In February 2004, the Penan of Long Benali, Sarawak erected a road blockade to mark their territory boundary and prevent logging incursions and road expansion by Samling Plywood (Baramas) Sendirian Berhad. According to community reports sent to the Bruno Manser Foundation of Switzerland (BMF), Malaysian government officers announced that the blockade would be dismantled in July 2006. Logging companies have dismantled one Penan road blockade and are mobilizing to break another. Riot police are searching for the organizers.
“Please support us and stay strongly behind us,” said Penan headmen in July. “Ask the police not to use force against us on our land. We, the Penan communities, will keep up the struggle for our forest forever.”

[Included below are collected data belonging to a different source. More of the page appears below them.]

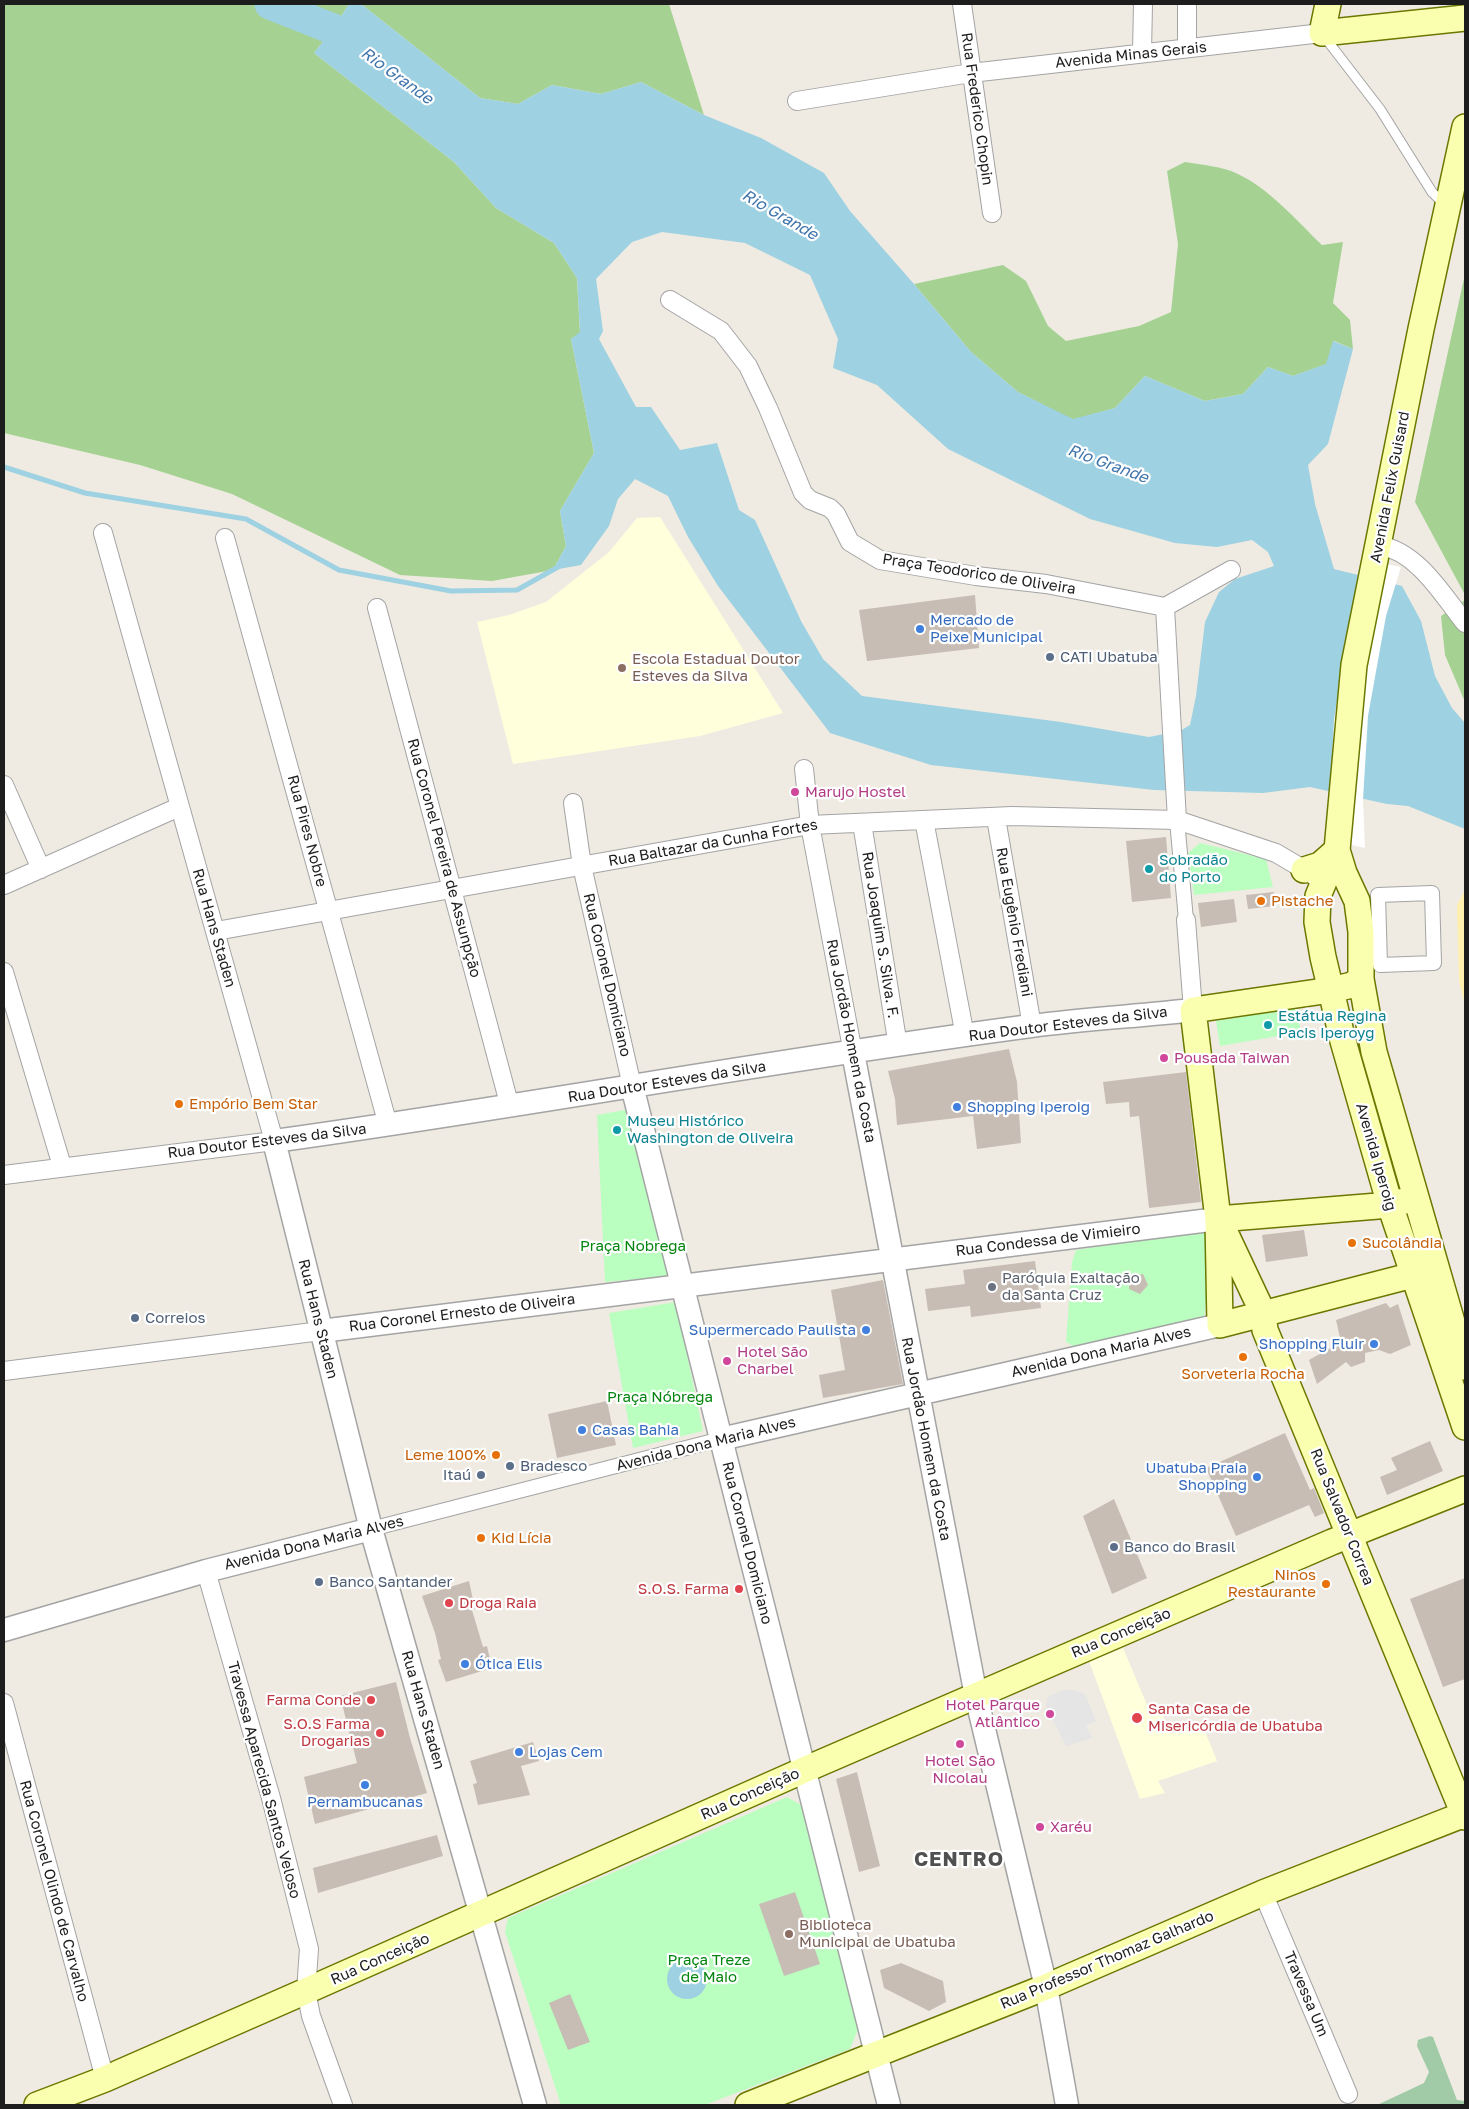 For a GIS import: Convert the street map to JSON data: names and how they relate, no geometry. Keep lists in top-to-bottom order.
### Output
{
  "streets": {
    "main road": [
      "Avenida Minas Gerais",
      "Avenida Felix Guisard",
      "Rua Doutor Esteves da Silva",
      "Avenida Iperoig",
      "Rua Condessa de Vimieiro",
      "Avenida Dona Maria Alves",
      "Rua Salvador Correa",
      "Rua Conceição",
      "Rua Professor Thomaz Galhardo"
    ],
    "street": [
      "Rua Frederico Chopin",
      "Praça Teodorico de Oliveira",
      "Rua Pires Nobre",
      "Rua Baltazar da Cunha Fortes",
      "Rua Coronel Pereira de Assunpção",
      "Rua Eugênio Frediani",
      "Rua Hans Staden",
      "Rua Joaquim S. Silva. F.",
      "Rua Coronel Domiciano",
      "Rua Jordão Homem da Costa",
      "Rua Coronel Ernesto de Oliveira",
      "Travessa Aparecida Santos Veloso",
      "Rua Coronel Olindo de Carvalho",
      "Travessa Um"
    ]
  },
  "crossings": [
    ["Avenida Minas Gerais", "Rua Frederico Chopin"],
    ["Avenida Felix Guisard", "Rua Baltazar da Cunha Fortes"],
    ["Avenida Felix Guisard", "Avenida Iperoig"],
    ["Rua Pires Nobre", "Rua Baltazar da Cunha Fortes"],
    ["Rua Pires Nobre", "Rua Doutor Esteves da Silva"],
    ["Rua Baltazar da Cunha Fortes", "Rua Coronel Pereira de Assunpção"],
    ["Rua Baltazar da Cunha Fortes", "Rua Eugênio Frediani"],
    ["Rua Baltazar da Cunha Fortes", "Rua Hans Staden"],
    ["Rua Baltazar da Cunha Fortes", "Rua Joaquim S. Silva. F."],
    ["Rua Baltazar da Cunha Fortes", "Rua Coronel Domiciano"],
    ["Rua Baltazar da Cunha Fortes", "Rua Jordão Homem da Costa"],
    ["Rua Baltazar da Cunha Fortes", "Avenida Iperoig"],
    ["Rua Baltazar da Cunha Fortes", "Rua Salvador Correa"],
    ["Rua Coronel Pereira de Assunpção", "Rua Doutor Esteves da Silva"],
    ["Rua Eugênio Frediani", "Rua Doutor Esteves da Silva"],
    ["Rua Hans Staden", "Rua Doutor Esteves da Silva"],
    ["Rua Hans Staden", "Rua Coronel Ernesto de Oliveira"],
    ["Rua Hans Staden", "Avenida Dona Maria Alves"],
    ["Rua Hans Staden", "Rua Conceição"],
    ["Rua Joaquim S. Silva. F.", "Rua Doutor Esteves da Silva"],
    ["Rua Coronel Domiciano", "Rua Doutor Esteves da Silva"],
    ["Rua Coronel Domiciano", "Rua Condessa de Vimieiro"],
    ["Rua Coronel Domiciano", "Rua Coronel Ernesto de Oliveira"],
    ["Rua Coronel Domiciano", "Avenida Dona Maria Alves"],
    ["Rua Coronel Domiciano", "Rua Conceição"],
    ["Rua Coronel Domiciano", "Rua Professor Thomaz Galhardo"],
    ["Rua Doutor Esteves da Silva", "Rua Jordão Homem da Costa"],
    ["Rua Doutor Esteves da Silva", "Avenida Iperoig"],
    ["Rua Doutor Esteves da Silva", "Rua Salvador Correa"],
    ["Rua Jordão Homem da Costa", "Rua Condessa de Vimieiro"],
    ["Rua Jordão Homem da Costa", "Avenida Dona Maria Alves"],
    ["Rua Jordão Homem da Costa", "Rua Conceição"],
    ["Rua Jordão Homem da Costa", "Rua Professor Thomaz Galhardo"],
    ["Avenida Iperoig", "Rua Condessa de Vimieiro"],
    ["Avenida Iperoig", "Avenida Dona Maria Alves"],
    ["Rua Condessa de Vimieiro", "Rua Coronel Ernesto de Oliveira"],
    ["Rua Condessa de Vimieiro", "Rua Salvador Correa"],
    ["Avenida Dona Maria Alves", "Rua Salvador Correa"],
    ["Avenida Dona Maria Alves", "Travessa Aparecida Santos Veloso"],
    ["Rua Salvador Correa", "Rua Conceição"],
    ["Rua Salvador Correa", "Rua Professor Thomaz Galhardo"],
    ["Rua Conceição", "Travessa Aparecida Santos Veloso"],
    ["Rua Conceição", "Rua Coronel Olindo de Carvalho"],
    ["Rua Professor Thomaz Galhardo", "Travessa Um"]
  ],
  "districts": ["CENTRO"],
  "water": ["Rio Grande"],
  "parks": ["Praça Nobrega", "Praça Nóbrega", "Praça Treze de Maio"],
  "places": [
    "Mercado de Peixe Municipal",
    "CATI Ubatuba",
    "Escola Estadual Doutor Esteves da Silva",
    "Marujo Hostel",
    "Sobradão do Porto",
    "Pistache",
    "Estátua Regina Pacis Iperoyg",
    "Pousada Taiwan",
    "Empório Bem Star",
    "Shopping Iperoig",
    "Museu Histórico Washington de Oliveira",
    "Sucolândia",
    "Paróquia Exaltação da Santa Cruz",
    "Correios",
    "Supermercado Paulista",
    "Shopping Fluir",
    "Sorveteria Rocha",
    "Hotel São Charbel",
    "Casas Bahia",
    "Leme 100%",
    "Bradesco",
    "Itaú",
    "Ubatuba Praia Shopping",
    "Kid Lícia",
    "Banco do Brasil",
    "Banco Santander",
    "Ninos Restaurante",
    "S.O.S. Farma",
    "Droga Raia",
    "Ótica Elis",
    "Farma Conde",
    "Hotel Parque Atlântico",
    "Santa Casa de Misericórdia de Ubatuba",
    "S.O.S Farma Drogarias",
    "Hotel São Nicolau",
    "Lojas Cem",
    "Pernambucanas",
    "Xaréu",
    "Biblioteca Municipal de Ubatuba"
  ]
}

According to BMF, the announcement further discredits the Malaysian Timber Certification Council (MTCC), a government initiative that has certified Samling for “sustainable” logging in the area. The certification of Samling has led to many international protests due to MTCC’s blatant disregard for 20 years of continuous local protests, petitions by hundreds of Penan elders, and a pending court case for native customary land rights.
Separately, workers of Interhill Logging Sdn. Bhd., dismantled a Penan road blockade near Ba Abang, Sarawak in July 2006. The Federal Reserve Unit, a police unit specializing in quelling riots and dispersing “unlawful assemblies,” was searching the area for those who had confiscated two company chainsaws and erected the blockade in early June.
(For updates, see www.bmf.ch. To send letters of concern to the Malaysian government, go to www.rainforestportal.org.)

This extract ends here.